• _What you have to do_
Your answer is to be the count alone: the number of lines in the data below where "Canonbury" appears.

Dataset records

════════════════════

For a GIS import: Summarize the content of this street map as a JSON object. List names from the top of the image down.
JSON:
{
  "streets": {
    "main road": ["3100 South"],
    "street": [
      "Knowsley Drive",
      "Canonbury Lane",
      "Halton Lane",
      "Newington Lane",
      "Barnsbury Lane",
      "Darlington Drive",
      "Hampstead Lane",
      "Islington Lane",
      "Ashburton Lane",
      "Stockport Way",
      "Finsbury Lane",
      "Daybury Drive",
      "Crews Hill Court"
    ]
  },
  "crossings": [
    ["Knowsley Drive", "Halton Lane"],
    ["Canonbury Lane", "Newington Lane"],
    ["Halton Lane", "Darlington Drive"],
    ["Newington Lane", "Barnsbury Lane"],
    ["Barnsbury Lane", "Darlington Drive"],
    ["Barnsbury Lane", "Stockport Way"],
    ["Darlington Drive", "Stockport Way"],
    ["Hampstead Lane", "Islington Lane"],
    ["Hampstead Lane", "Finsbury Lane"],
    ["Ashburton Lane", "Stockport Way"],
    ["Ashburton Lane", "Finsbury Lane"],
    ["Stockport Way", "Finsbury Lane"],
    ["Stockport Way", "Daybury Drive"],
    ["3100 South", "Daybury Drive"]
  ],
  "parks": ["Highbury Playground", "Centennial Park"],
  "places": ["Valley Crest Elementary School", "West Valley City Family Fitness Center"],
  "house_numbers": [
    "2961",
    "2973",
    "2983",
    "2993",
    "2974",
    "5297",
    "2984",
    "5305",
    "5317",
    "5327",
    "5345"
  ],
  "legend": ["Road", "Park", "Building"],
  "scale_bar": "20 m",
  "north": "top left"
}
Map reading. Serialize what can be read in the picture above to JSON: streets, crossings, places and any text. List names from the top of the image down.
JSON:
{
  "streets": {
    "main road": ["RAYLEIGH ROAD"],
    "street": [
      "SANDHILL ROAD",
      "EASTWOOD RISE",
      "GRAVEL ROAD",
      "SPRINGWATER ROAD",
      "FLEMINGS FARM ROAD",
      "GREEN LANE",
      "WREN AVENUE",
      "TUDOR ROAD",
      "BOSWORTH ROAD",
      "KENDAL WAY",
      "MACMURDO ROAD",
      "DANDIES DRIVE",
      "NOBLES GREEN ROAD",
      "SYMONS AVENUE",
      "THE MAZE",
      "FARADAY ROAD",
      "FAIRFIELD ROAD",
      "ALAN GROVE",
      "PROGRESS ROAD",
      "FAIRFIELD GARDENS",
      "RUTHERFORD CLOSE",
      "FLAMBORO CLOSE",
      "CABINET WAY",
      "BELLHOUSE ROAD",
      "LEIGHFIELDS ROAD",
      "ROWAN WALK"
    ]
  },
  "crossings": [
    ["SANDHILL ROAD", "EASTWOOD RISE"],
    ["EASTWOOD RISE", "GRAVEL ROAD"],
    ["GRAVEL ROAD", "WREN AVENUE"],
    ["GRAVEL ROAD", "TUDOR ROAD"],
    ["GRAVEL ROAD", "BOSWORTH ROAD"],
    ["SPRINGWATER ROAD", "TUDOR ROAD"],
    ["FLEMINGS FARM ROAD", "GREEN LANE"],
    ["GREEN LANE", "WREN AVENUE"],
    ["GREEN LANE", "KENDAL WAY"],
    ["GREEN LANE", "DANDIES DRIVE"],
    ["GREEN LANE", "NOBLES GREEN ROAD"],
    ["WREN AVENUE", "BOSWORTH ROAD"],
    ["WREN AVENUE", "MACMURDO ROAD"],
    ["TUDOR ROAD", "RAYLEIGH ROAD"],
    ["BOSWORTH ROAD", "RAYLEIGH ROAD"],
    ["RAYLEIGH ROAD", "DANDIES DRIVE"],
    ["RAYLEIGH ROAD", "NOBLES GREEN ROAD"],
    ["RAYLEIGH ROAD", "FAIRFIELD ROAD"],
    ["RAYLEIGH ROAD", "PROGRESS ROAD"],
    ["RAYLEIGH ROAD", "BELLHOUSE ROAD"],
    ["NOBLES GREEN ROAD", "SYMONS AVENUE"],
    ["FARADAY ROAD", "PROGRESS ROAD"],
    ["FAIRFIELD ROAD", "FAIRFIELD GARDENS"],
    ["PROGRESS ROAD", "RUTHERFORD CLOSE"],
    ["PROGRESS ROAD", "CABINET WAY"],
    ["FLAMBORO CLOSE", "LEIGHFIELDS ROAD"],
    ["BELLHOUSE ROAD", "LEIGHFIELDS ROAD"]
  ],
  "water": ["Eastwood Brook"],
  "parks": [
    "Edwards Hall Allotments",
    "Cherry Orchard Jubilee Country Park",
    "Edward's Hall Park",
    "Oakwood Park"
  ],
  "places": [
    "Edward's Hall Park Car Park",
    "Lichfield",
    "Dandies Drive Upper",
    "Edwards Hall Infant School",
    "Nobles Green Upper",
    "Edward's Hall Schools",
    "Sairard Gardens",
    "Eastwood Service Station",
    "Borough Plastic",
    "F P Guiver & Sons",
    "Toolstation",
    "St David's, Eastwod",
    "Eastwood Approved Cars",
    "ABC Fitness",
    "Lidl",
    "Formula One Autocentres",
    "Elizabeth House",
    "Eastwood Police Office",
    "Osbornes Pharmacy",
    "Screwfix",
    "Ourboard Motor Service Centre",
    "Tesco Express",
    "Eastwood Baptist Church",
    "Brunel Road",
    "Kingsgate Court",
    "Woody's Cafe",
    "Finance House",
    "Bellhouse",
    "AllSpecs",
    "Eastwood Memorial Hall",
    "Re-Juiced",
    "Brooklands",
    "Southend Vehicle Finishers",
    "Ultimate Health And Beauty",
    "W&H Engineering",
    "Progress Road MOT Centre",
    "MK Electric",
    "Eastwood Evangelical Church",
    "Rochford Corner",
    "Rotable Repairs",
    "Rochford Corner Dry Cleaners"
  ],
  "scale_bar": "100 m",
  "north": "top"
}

════════════════════

• _Answer for the task_
2